Avec de telles oppositions catégoriques, il est aisé de voir l'ampleur de la tâche à laquelle les négociateurs font face pour essayer de trouver une formule réalisable. Des tentatives passées ont inclus des calculs compliqués de paiements compensatoires et de limites d'âge ou de quotas basés sur le lieu d'où reviendraient les réfugiés ; ceux du Liban sont souvent cités pour être prioritaires.
L'accord universel le plus proche auquel on soit parvenu est celui qui a été proposé par la Ligue Arabe dans son initiative de paix de 2002, qui élude simplement la question en parlant d'une "solution juste".
"C'est un imbroglio, et l'imbroglio est la seule formule avec laquelle chaque côté peut réellement s'en sortir aujourd'hui", a dit M. Alpher.
Dans son garage, dans le camp de réfugiés d'Al-Amamri, à Ramallah, M. Abu Jawad a peu de temps pour des propositions compliquées ou des imbroglios.

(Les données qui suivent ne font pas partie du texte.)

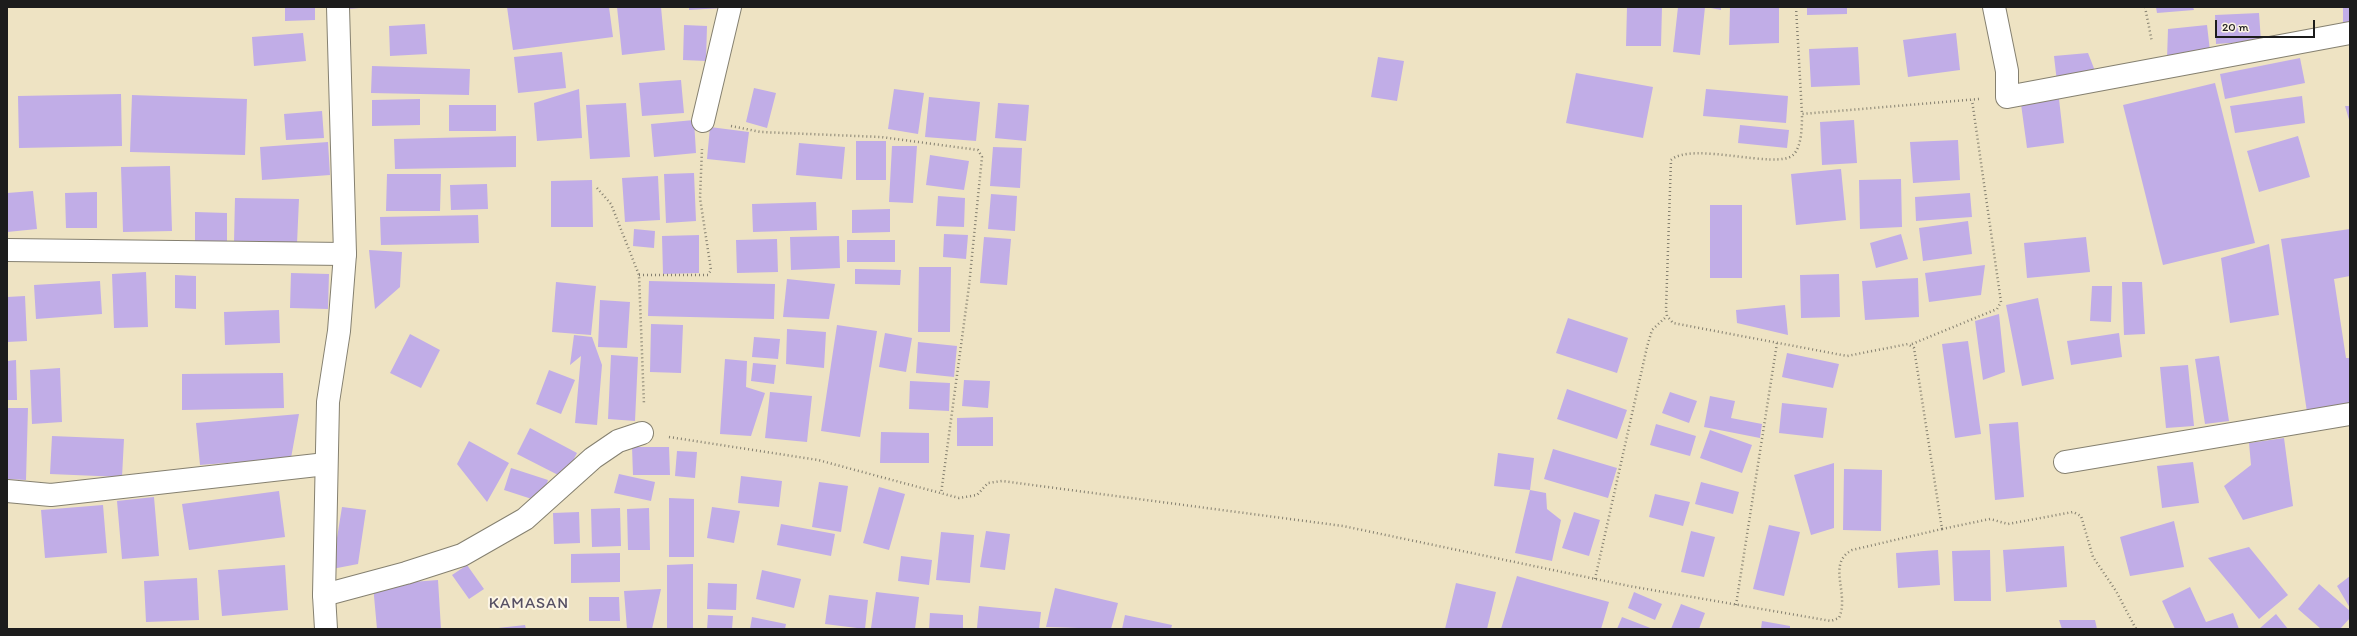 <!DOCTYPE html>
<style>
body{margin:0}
#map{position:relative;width:2357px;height:636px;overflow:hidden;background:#eee3c3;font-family:Itim,sans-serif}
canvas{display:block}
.frame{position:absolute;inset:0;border:8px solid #1c1c1c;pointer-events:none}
.scale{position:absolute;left:2215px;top:20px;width:100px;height:18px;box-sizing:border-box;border:2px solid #1c1c1c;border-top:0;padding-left:5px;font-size:12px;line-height:14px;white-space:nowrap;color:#1c1c1c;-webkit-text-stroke:3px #fcf5e5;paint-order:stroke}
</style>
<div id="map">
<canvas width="2357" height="636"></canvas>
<div class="frame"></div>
<div class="scale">20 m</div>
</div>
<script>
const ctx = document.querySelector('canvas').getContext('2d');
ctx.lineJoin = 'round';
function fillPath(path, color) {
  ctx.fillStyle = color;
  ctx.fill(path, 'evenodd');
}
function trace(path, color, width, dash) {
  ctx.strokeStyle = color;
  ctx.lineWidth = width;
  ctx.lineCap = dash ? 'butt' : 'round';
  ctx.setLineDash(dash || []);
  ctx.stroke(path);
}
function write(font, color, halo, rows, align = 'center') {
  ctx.font = font + ' Itim,sans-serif';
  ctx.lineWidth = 4;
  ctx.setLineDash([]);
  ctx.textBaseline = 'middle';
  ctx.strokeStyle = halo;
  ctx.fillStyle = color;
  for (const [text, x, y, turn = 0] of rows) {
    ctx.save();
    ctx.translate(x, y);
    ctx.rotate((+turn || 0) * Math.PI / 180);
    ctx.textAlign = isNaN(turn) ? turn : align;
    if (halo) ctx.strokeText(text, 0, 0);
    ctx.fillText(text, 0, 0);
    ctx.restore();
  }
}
fillPath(new Path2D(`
 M285 7H315V20L285 21Z
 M347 7H359V8L347 9Z
 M507 7H609L613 37 513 50Z
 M617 7H661L665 50 622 55Z
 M689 7H722V8L689 10Z
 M1627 7H1662L1661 46H1626Z
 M1678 7H1705L1700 55 1673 52Z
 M1706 7H1721V10Z
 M1730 7H1779V43L1729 45Z
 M1807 7H1847V14L1807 15Z
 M2156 7H2193L2194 10 2157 13Z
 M2343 7H2350V22L2343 23Z
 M2259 13 2261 41 2216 44 2215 15Z
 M425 24 427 54 390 56 389 26Z
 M684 25 707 26 706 61 683 60Z
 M2207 25 2210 51 2167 59 2168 29Z
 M303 33 306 61 254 66 252 37Z
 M1956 33 1960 70 1908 77 1903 40Z
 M1858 47 1860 85 1811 87 1809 49Z
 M562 52 566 88 518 93 514 57Z
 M2088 53 2097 76 2057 82 2054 56Z
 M1378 57 1404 61 1397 101 1371 97Z
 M2300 58 2305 83 2225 99 2220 74Z
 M372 66 470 69 469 95 371 93Z
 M1576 73 1653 87 1643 138 1566 123Z
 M681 80 684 113 642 116 639 83Z
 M2215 83 2255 243 2163 265 2123 105Z
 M754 88 776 93 767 128 746 122Z
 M579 89 582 138 537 141 534 103Z
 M894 89 924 93 918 134 888 129Z
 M1706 89 1788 96 1786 123 1703 116Z
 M121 94 122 146 19 148 18 96Z
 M132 95 247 99 245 155 130 152Z
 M2302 96 2305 123 2235 133 2230 106Z
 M929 97 980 102 976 141 925 137Z
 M420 99V125L372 126V100Z
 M2059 99 2064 143 2027 148 2021 104Z
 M626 103 630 157 590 159 586 105Z
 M998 103 1029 105 1026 141 995 138Z
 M449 105H496V131H449Z
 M2345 106H2350V123Z
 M322 111 324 138 286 140 284 114Z
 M694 120 696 153 654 157 651 124Z
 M1854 120 1857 163 1822 165 1820 122Z
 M1740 125 1789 130 1787 148 1738 143Z
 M710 127 749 132 745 163 707 159Z
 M516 136V167L395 169 394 139Z
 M2298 136 2310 177 2259 192 2247 151Z
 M1958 140 1960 180 1913 183 1910 142Z
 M856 141H886V180H856Z
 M328 142 330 175 262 180 260 147Z
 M799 143 845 147 842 179 796 175Z
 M892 146H917L913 203 889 202Z
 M993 147 1022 148 1020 188 990 186Z
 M930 155 969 161 964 190 926 185Z
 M170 166 172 231 123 232 121 167Z
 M1841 169 1846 220 1796 225 1791 174Z
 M694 173 696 221 666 223 664 174Z
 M387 174H441L440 211H386Z
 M658 176 660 220 625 222 622 178Z
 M1901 179 1902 227 1860 229 1859 180Z
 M592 180 593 227H551V181Z
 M487 184 488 209 451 210 450 185Z
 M33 191 37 229 7 232V193Z
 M97 192V228H66L65 193Z
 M1970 193 1972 217 1916 221 1915 197Z
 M991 194 1017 196 1015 231 988 229Z
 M938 196 965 198 964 227 936 226Z
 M235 198 299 199 297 244 234 242Z
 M816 202 817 230 753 232 752 204Z
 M1710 205H1742V278H1710Z
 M890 209V232L852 233V210Z
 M195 212 227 213V249L195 248Z
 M478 215 479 243 381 245 380 217Z
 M1968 221 1972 254 1923 261 1919 228Z
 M634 229 655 231 654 248 633 246Z
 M2350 229V276L2334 279 2346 358H2350V406L2307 412 2281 239Z
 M944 234 968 235 966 259 943 257Z
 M1901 234 1908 259 1876 268 1870 243Z
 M699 235V273L663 274 662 236Z
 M839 236 840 268 791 270 790 237Z
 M984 237 1011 239 1007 285 980 283Z
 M2086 237 2090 272 2027 278 2024 243Z
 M777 239 778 272 737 273 736 240Z
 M847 240H895V262H847Z
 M2269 244 2279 315 2230 323 2221 258Z
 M369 250 402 252 400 287 375 309Z
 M1985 265 1981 295 1929 302 1925 273Z
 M919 267H951L950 332H918Z
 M855 269 901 270 900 285 855 284Z
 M146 272 148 327 114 328 112 274Z
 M291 273 329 274 328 309 290 308Z
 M1839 274 1840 317 1801 318 1800 275Z
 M175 275 196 276V309L175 308Z
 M1918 278 1919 317 1865 320 1862 281Z
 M787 279 835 284 829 319 783 317Z
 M100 281 102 314 36 319 34 285Z
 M649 281 775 284 774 319 648 316Z
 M556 282 596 286 591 335 552 332Z
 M2122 282H2142L2145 334 2124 335Z
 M2092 286H2112L2111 322 2090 321Z
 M25 296 27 341 7 342V297Z
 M2038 298 2054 379 2022 386 2006 305Z
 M600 300 630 302 627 348 598 347Z
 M1785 305 1788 335 1737 323 1736 310Z
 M279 310 280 343 225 345 224 312Z
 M1999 314 2005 372 1983 380 1975 321Z
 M1568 318 1628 338 1617 373 1556 353Z
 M651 324 683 325 681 373 650 372Z
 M837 325 877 331 860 437 821 431Z
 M787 329 826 332 824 368 786 364Z
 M885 333 912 338 906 372 879 367Z
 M2119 333 2122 357 2071 365 2067 341Z
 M410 334 440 350 421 388 390 373Z
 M574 335 592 337 602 365 597 425 575 423 581 356 570 365Z
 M754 337 780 339 778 359 752 357Z
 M1968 341 1981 434 1955 438 1942 344Z
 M918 342 957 346 954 377 916 373Z
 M1787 353 1839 364 1833 388 1782 377Z
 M611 355 638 357 635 421 608 419Z
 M2219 356 2229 421 2205 424 2195 359Z
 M725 359 747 361 746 387 765 393 751 436 720 434Z
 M16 360 17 400H7V361Z
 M753 363 776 365 774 384 751 381Z
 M2188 365 2194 426 2166 428 2160 367Z
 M60 368 62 422 32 424 30 370Z
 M549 370 575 380 561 414 536 404Z
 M283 373 284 408 182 410V374Z
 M964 380 990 381 988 408 962 406Z
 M910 381 950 383 949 411 909 409Z
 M1567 389 1627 410 1617 439 1557 419Z
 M770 392 812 396 807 442 765 438Z
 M1670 392 1697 401 1689 423 1662 413Z
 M1710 396 1735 401 1731 418 1762 424 1760 438 1704 427Z
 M1782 403 1827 408 1823 438 1779 433Z
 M7 408H28L26 480 7 479Z
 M299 414 291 458 200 465 196 423Z
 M993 417V446H957V418Z
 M2018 422 2024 497 1995 500 1989 424Z
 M1656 424 1696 436 1690 456 1650 445Z
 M530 428 577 453 564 478 517 454Z
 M1710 430 1752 445 1742 473 1700 458Z
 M881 432 929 433V463H880Z
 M52 436 124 439 122 477 50 474Z
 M2284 438 2293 506 2243 520 2224 486 2251 465 2249 443Z
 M469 441 509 463 487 502 457 464Z
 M632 447H669L670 475H633Z
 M1553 449 1617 468 1608 498 1544 479Z
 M677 451 697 452 695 478 675 476Z
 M1498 453 1534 458 1530 490 1494 486Z
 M2193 462 2199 503 2162 508 2157 466Z
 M1834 463V528L1811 535 1794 475Z
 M511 468 548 480 541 502 504 490Z
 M1844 469 1882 470 1881 531 1843 530Z
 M619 474 655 482 651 501 614 493Z
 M741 476 782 481 779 507 738 503Z
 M819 482 848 486 841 532 812 527Z
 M1701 482 1739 492 1733 514 1695 504Z
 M879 487 905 494 889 550 863 543Z
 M1530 490 1546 493 1547 509 1561 520 1552 561 1515 553Z
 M279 491 285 537 189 550 182 504Z
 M1655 494 1690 502 1683 526 1649 517Z
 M154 497 159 556 122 559 117 501Z
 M669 498 694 499V557H669Z
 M103 505 107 553 45 558 41 510Z
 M342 507 366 510 358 564 332 569Z
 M712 507 740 511 734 543 707 538Z
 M620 508 621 546 592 547 591 509Z
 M649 508 650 550H628L627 509Z
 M579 512 580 543 554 544 553 513Z
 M1574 512 1600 520 1589 556 1562 548Z
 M2174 521 2184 567 2130 576 2120 537Z
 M781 524 835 534 831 556 777 545Z
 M1769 525 1800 532 1784 596 1753 589Z
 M986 531 1010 534 1005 570 980 567Z
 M1691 531 1715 537 1704 577 1681 572Z
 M941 532 974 535 970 583 936 580Z
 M2064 546 2067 587 2006 592 2003 550Z
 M2249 547 2288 595 2259 619 2208 558Z
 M1938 550 1940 585 1898 588 1896 553Z
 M1990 550 1991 601H1954L1952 551Z
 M620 553V582L571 583V554Z
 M901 556 932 560 929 585 898 581Z
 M693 564V629H667V565Z
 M285 565 288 610 222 616 218 570Z
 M467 565 484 589 469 599 452 575Z
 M762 570 801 579 794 608 756 599Z
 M1517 576 1609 602 1601 629H1501Z
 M2350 576V608L2337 586Z
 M197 578 199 620 146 622 144 581Z
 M438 580 441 629H377L373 585Z
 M708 583 737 584 736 610 707 609Z
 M1456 583 1496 592 1487 629H1445Z
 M2319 584 2350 611V618L2340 629H2321L2298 609Z
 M2190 587 2206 622 2233 613 2239 629H2175L2162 601Z
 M1055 588 1118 603 1111 629 1046 627Z
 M661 589 652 629H627L624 591Z
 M876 592 919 597 915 629 871 628Z
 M1634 592 1662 604 1655 620 1628 608Z
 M829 595 868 600 865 629 825 624Z
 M589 597H619L620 621H589Z
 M1681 604 1705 613 1699 629H1671Z
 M979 606 1041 612 1039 629 977 628Z
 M930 613 963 615V629H929Z
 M2276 614 2288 629H2259Z
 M708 615 733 616 732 629H707Z
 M1125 615 1172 625 1171 629H1122Z
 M752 617 786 624 785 629H750Z
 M1622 617 1653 629H1617Z
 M2059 620H2095L2097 629H2062Z
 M1762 621 1790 626V629H1761Z
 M525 625 526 629H498V628Z`), '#c1ade7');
const minor = new Path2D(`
 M1994 7 2007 71V97L2350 33
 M703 121 730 7
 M7 250 345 254
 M2065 462 2350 414
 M7 491 51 495 326 464
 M324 595 406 573 462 555 525 519 593 458 618 441 642 433`);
const tertiary = new Path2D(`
 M326 629 324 595 328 402 339 331 345 254 338 7`);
trace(minor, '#858070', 24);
trace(tertiary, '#858070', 24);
trace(new Path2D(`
 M1796 7 1802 114
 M2145 7 2152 42
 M731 126 761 132 881 137 978 150 982 157 969 286 941 494
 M597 188 611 204 639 275 644 405
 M639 275H708L711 270 700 198 702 149
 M1912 344 1997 309 2001 302 1972 100
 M669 437 818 460 959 498 977 495 988 483 1002 481 1343 526 1629 586 1831 621 1839 618C1850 593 1826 564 1852 550L1942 529 1914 348 1908 344 1847 356 1673 323 1667 316 1666 309 1671 160C1692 141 1777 170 1793 155 1802 147 1802 125 1802 114L1979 99
 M1942 529 1990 519 2008 524 2073 512 2081 516 2093 557 2116 591 2136 629
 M1595 579 1647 347 1652 330 1667 316
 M1736 605 1777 343`), '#858070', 2.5, [1, 3]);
trace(minor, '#fff', 22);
trace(tertiary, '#fff', 22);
ctx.letterSpacing = '1px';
write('16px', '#564f63', '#fcf5e5', [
 ["KAMASAN",529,604]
]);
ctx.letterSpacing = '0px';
</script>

"Ecoute, voilà ce que je sais", dit le jeune mécanicien qui revendique son allégeance au Fatah. "Je sais que le père de mon père, jadis, avait une terre dans ce qui est aujourd'hui Israël. Je sais que personne n'a acheté, ni même proposé de lui acheter cette terre, ni à mon père. Donc, cette terre est à moi. J'ai au moins le droit d'y aller."